> _To do_
Print exactly the lines below between the line containing "List all labels, markers" and the line containing "Draw a box around", counting both of those lines. Leave pictures out.

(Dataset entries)
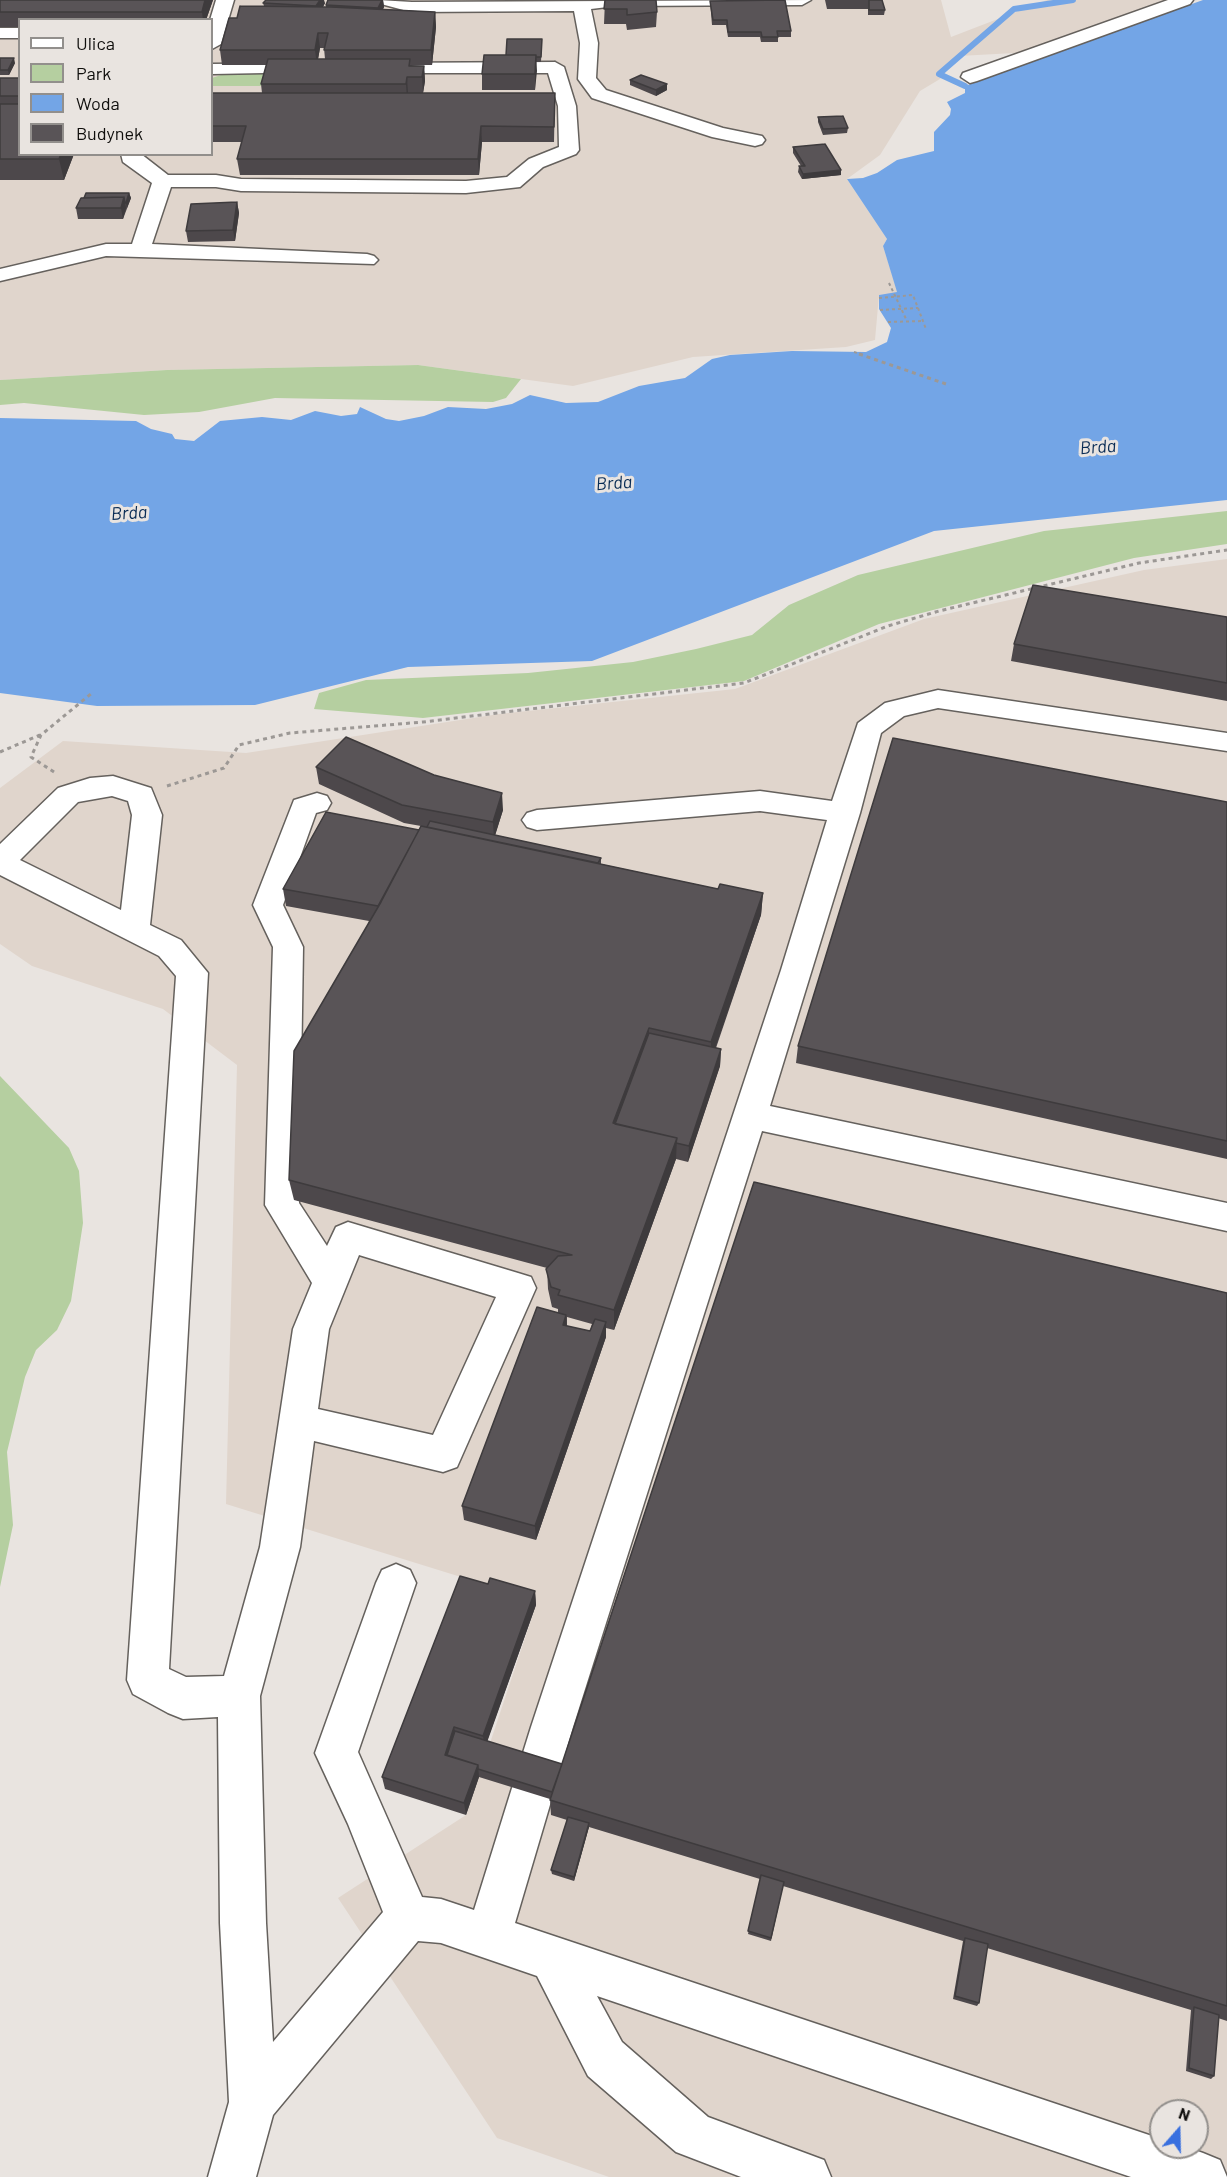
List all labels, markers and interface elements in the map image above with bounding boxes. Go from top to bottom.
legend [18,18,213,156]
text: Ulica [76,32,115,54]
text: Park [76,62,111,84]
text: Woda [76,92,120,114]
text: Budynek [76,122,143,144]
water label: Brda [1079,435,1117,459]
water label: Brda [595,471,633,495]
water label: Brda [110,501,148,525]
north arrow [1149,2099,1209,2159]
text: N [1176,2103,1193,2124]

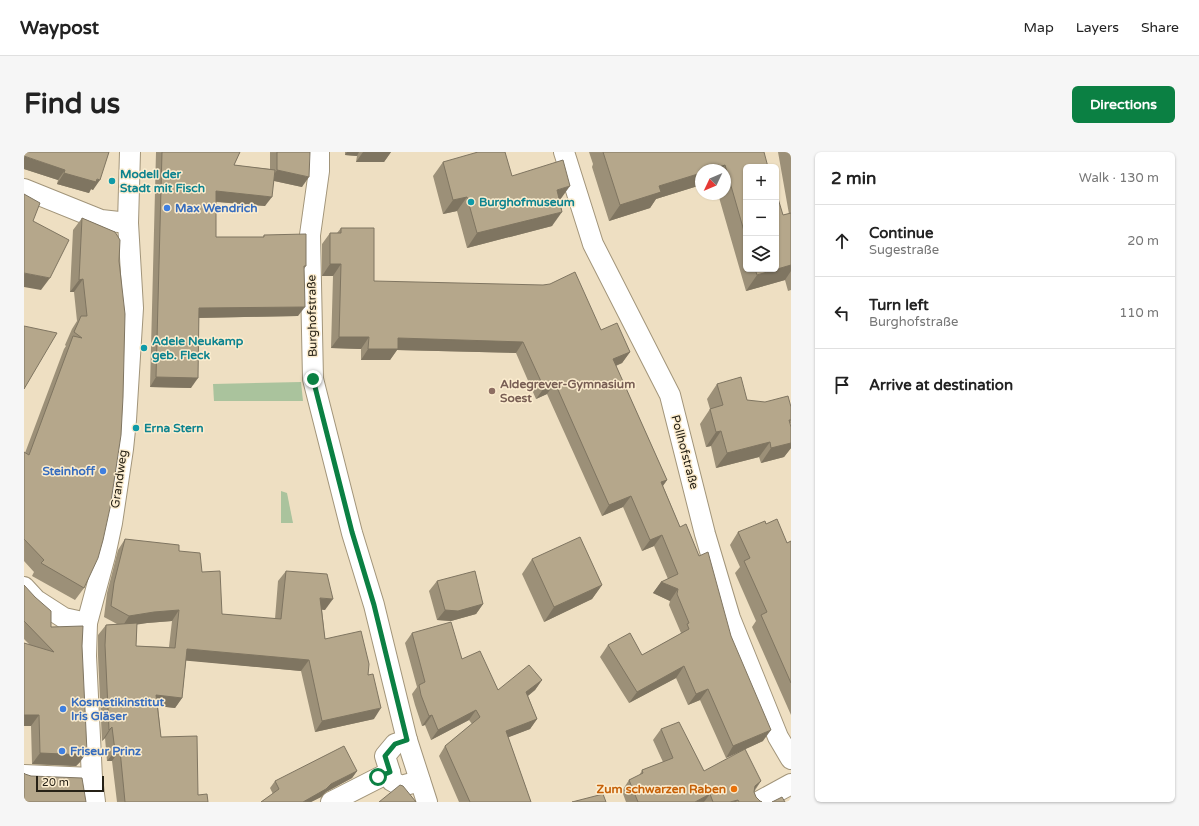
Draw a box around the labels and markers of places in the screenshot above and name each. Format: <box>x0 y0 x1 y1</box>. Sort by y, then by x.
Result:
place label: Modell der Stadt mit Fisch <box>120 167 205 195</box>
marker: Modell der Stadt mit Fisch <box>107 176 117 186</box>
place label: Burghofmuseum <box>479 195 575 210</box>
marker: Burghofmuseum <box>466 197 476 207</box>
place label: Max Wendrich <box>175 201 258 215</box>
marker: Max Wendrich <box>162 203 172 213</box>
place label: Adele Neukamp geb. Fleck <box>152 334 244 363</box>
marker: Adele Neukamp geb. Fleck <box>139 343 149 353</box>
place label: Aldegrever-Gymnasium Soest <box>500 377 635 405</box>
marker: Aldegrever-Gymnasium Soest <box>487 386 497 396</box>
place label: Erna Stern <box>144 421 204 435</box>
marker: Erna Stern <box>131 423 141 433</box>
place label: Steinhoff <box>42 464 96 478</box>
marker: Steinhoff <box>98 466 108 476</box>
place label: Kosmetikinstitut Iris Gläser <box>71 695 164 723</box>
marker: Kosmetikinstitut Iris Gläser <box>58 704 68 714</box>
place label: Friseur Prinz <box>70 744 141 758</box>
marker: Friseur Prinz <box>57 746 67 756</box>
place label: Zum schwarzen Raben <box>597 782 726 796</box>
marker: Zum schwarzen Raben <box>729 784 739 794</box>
--
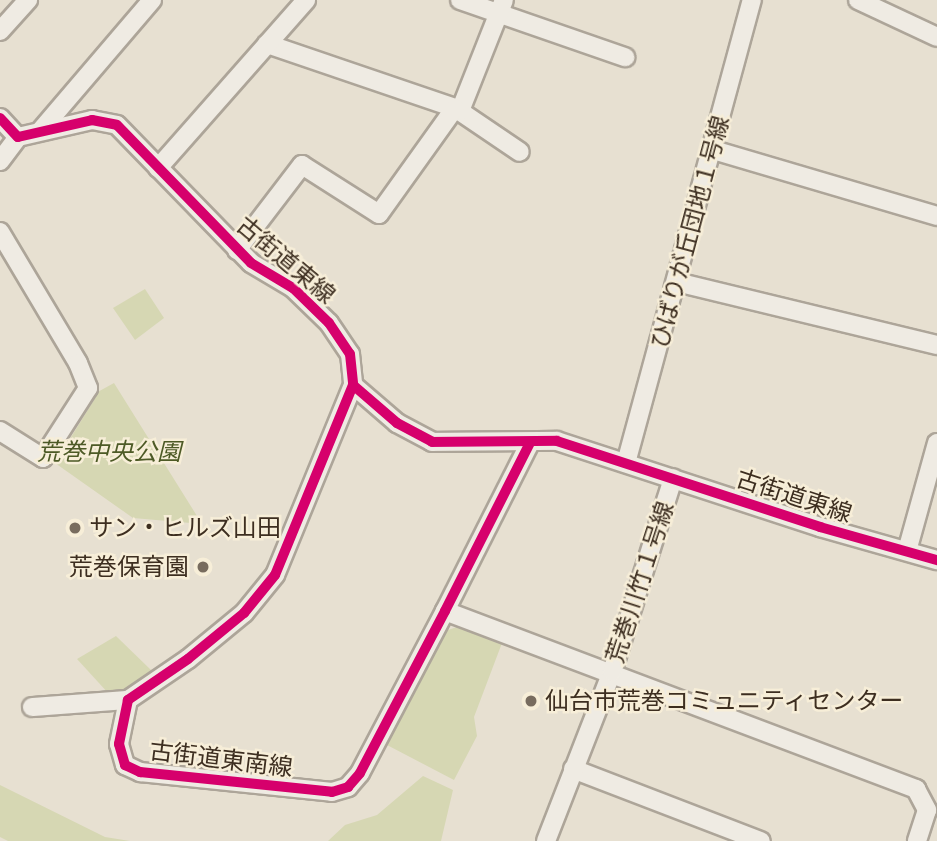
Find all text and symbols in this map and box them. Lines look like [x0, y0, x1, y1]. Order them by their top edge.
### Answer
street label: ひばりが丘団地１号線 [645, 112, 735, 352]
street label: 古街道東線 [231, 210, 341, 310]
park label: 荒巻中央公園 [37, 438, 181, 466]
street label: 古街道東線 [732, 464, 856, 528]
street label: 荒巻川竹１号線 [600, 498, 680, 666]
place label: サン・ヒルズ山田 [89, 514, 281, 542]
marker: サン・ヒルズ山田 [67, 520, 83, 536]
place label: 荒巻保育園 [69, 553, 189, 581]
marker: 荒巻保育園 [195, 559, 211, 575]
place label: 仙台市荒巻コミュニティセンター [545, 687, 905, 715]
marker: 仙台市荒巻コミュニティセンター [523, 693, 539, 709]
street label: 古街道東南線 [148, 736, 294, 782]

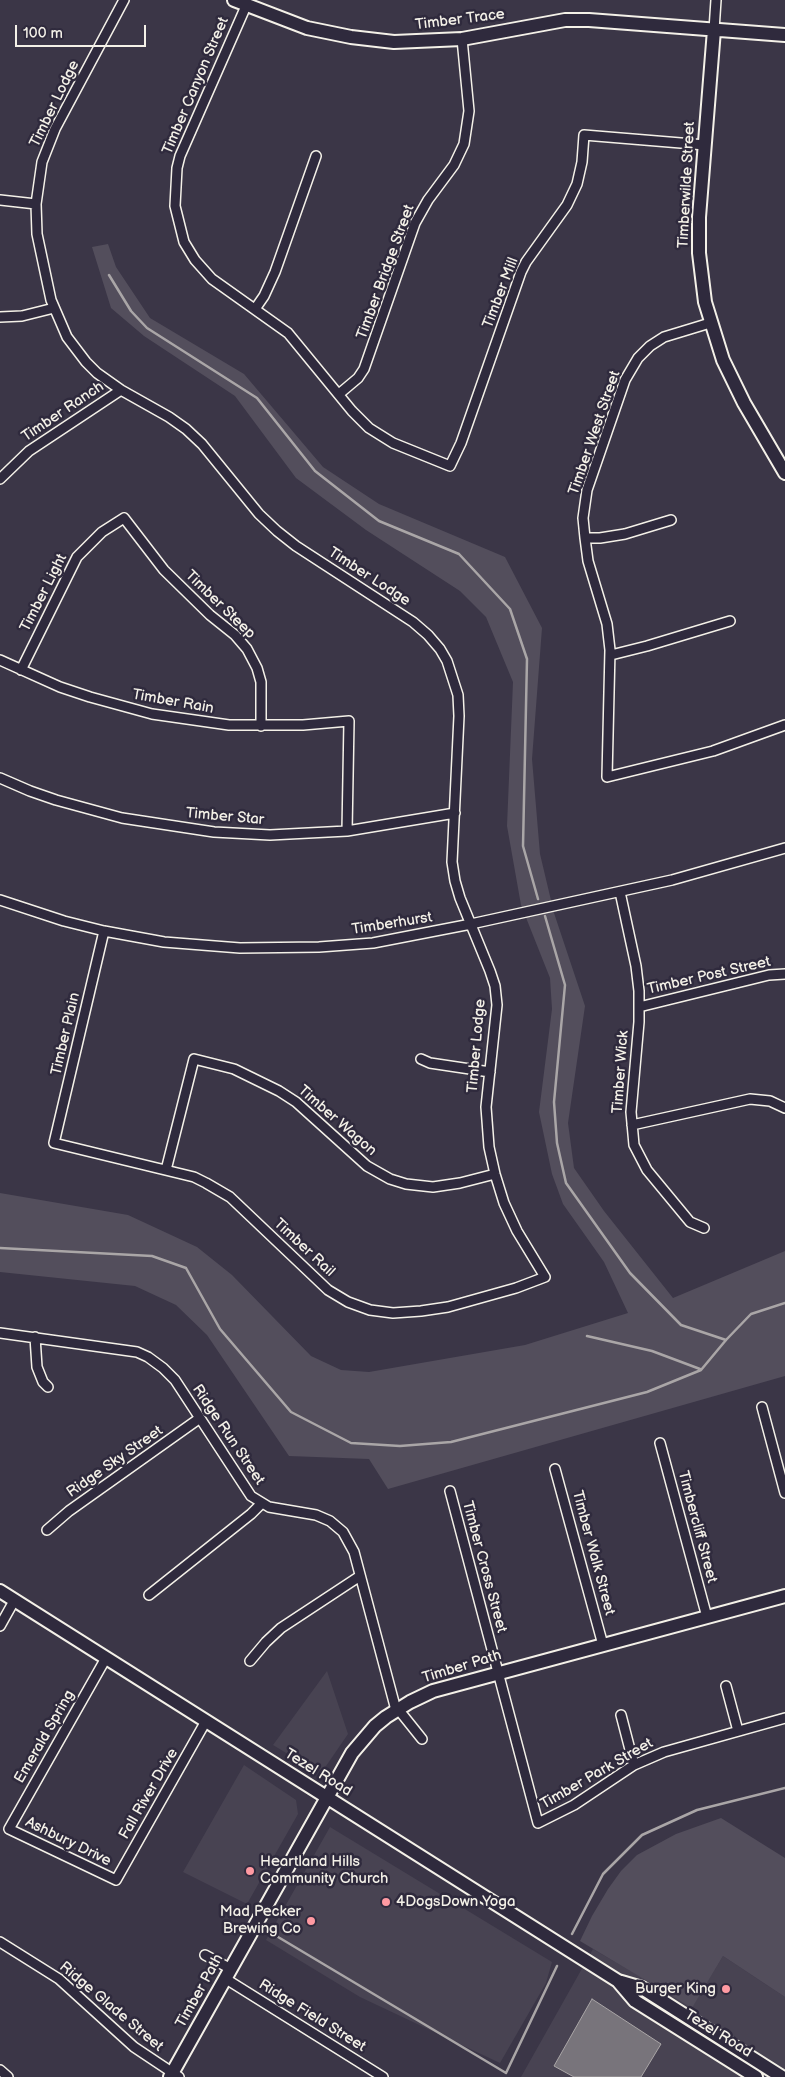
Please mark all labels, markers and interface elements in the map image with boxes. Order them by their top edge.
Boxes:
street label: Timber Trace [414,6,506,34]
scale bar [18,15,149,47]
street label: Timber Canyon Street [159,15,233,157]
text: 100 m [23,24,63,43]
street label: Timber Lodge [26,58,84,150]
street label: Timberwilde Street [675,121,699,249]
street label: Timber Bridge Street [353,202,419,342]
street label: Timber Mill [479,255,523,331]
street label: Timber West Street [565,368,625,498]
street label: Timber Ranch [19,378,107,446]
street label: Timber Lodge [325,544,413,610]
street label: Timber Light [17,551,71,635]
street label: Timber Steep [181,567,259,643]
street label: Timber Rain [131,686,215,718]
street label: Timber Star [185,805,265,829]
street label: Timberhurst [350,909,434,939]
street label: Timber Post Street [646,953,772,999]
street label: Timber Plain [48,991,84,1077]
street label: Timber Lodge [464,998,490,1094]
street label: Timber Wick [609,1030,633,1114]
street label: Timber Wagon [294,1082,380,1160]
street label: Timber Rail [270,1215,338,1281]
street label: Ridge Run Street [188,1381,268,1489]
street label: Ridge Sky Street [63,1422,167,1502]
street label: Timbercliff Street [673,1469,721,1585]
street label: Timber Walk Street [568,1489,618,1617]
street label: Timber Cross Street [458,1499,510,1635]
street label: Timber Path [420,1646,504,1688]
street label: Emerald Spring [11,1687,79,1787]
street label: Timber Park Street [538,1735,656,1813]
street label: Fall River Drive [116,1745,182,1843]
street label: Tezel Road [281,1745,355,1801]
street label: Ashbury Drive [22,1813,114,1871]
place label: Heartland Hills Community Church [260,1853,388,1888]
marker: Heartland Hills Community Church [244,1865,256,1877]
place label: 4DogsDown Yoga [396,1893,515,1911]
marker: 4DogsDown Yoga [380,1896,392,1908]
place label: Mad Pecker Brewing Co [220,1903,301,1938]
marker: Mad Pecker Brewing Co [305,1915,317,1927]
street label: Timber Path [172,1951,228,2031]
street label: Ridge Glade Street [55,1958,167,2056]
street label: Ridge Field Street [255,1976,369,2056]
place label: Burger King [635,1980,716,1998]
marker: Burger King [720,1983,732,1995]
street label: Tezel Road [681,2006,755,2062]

> _Finished exercise_
List all labels, markers and interface elements in the map image above with bounding boxes. Go from top to bottom.
legend [18,18,213,156]
text: Ulica [76,32,115,54]
text: Park [76,62,111,84]
text: Woda [76,92,120,114]
text: Budynek [76,122,143,144]
water label: Brda [1079,435,1117,459]
water label: Brda [595,471,633,495]
water label: Brda [110,501,148,525]
north arrow [1149,2099,1209,2159]
text: N [1176,2103,1193,2124]

Draw a box around the labels and markers of places in the screenshot above and name each. Format: <box>x0 y0 x1 y1</box>. Sort by y, then by x.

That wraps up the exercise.